What to do —
Lines below that include "rows" are the answer; copy each one.

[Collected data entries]
=-=-=-=-=

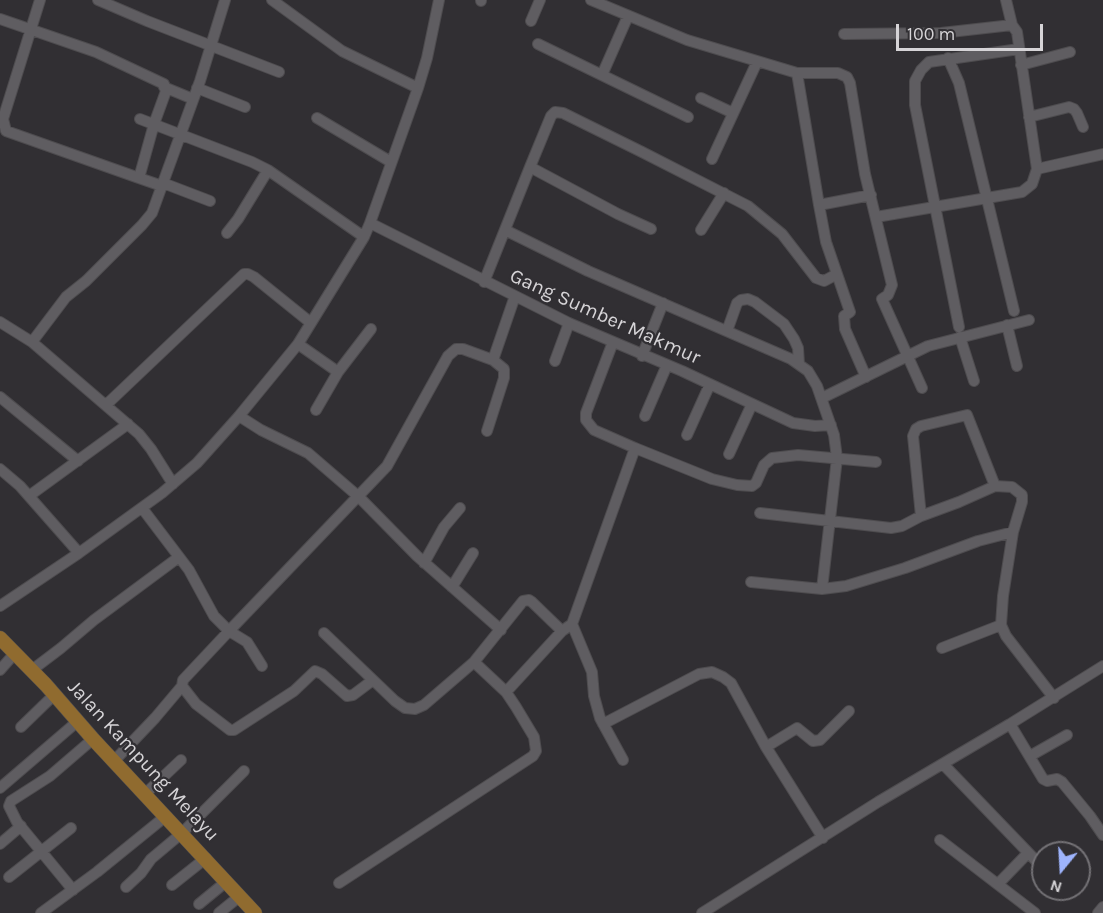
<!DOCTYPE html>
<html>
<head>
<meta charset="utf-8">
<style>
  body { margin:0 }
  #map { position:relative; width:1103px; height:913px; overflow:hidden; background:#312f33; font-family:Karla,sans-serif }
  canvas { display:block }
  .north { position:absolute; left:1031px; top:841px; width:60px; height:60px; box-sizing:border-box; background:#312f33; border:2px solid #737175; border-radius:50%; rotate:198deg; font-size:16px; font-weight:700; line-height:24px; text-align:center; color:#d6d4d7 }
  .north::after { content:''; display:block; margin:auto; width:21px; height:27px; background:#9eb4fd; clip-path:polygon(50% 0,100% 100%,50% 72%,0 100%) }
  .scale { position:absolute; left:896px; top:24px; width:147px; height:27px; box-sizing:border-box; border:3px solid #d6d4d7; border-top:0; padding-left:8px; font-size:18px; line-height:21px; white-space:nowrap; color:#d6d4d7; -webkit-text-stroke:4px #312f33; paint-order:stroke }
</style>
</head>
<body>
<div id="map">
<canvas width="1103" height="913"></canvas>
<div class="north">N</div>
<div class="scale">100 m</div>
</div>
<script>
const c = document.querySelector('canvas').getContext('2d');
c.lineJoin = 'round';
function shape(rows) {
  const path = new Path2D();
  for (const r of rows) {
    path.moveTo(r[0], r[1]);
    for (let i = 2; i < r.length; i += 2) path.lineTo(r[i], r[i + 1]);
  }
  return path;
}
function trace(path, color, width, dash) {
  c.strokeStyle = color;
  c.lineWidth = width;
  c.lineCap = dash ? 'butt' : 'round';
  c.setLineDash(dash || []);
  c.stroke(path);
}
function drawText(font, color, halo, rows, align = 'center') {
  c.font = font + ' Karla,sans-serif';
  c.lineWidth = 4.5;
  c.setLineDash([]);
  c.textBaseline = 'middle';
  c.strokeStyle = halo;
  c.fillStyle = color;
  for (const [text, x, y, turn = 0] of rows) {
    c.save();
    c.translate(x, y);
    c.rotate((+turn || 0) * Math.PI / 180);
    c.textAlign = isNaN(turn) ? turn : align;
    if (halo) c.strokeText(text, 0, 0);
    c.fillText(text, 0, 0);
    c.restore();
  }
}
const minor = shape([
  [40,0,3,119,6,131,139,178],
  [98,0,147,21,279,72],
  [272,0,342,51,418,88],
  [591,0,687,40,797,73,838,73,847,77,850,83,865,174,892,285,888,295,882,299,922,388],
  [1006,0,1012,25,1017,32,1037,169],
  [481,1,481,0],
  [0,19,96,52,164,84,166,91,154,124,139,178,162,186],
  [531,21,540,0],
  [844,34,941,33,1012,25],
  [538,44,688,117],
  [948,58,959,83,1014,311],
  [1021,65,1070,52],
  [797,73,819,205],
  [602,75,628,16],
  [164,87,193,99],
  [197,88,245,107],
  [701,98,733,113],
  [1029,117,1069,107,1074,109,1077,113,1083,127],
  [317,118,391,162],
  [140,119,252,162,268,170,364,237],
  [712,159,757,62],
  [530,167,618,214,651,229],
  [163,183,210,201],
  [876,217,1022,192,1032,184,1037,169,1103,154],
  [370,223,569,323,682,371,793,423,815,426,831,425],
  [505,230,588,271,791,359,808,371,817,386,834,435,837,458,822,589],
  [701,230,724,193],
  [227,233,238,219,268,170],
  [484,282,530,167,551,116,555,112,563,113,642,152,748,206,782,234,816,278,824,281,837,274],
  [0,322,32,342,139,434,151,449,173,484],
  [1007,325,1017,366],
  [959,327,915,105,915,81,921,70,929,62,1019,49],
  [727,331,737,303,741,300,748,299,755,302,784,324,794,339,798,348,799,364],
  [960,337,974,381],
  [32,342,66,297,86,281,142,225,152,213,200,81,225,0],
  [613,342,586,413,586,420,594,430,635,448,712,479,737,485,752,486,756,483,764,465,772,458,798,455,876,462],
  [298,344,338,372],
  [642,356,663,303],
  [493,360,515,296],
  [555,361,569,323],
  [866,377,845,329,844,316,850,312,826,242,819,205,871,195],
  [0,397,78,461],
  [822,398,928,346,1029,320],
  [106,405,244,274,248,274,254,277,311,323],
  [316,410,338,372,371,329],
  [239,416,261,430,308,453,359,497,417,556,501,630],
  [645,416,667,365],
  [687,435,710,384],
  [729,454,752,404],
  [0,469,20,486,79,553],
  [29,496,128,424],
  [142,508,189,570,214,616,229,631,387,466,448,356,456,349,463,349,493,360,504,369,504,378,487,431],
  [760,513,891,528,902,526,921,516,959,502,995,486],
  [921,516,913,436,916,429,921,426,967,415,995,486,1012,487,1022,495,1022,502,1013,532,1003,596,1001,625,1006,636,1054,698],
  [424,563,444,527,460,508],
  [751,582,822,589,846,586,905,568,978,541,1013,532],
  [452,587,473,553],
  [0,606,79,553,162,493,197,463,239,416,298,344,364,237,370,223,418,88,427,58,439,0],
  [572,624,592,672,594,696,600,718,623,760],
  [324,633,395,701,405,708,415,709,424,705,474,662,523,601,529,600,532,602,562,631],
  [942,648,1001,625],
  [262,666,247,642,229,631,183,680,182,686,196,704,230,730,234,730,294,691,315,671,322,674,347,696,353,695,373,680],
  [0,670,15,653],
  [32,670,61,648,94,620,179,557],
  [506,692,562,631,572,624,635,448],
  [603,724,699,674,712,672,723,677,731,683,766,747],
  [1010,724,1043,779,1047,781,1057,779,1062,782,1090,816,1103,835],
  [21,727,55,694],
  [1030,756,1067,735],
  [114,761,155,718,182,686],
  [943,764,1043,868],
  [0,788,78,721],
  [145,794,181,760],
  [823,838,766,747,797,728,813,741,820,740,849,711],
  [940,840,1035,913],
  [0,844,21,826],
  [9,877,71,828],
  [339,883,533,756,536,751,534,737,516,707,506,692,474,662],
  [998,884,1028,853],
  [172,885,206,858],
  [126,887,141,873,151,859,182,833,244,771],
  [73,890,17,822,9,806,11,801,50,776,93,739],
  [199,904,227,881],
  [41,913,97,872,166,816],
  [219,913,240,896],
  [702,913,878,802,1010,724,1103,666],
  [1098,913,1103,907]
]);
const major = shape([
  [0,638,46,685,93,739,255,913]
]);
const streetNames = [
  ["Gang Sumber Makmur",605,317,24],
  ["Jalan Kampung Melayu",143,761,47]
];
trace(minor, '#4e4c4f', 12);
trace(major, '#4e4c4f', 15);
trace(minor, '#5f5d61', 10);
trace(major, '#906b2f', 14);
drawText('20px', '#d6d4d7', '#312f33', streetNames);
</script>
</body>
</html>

=-=-=-=-=

Expected answer —
function shape(rows) {
  for (const r of rows) {
function drawText(font, color, halo, rows, align = 'center') {
  for (const [text, x, y, turn = 0] of rows) {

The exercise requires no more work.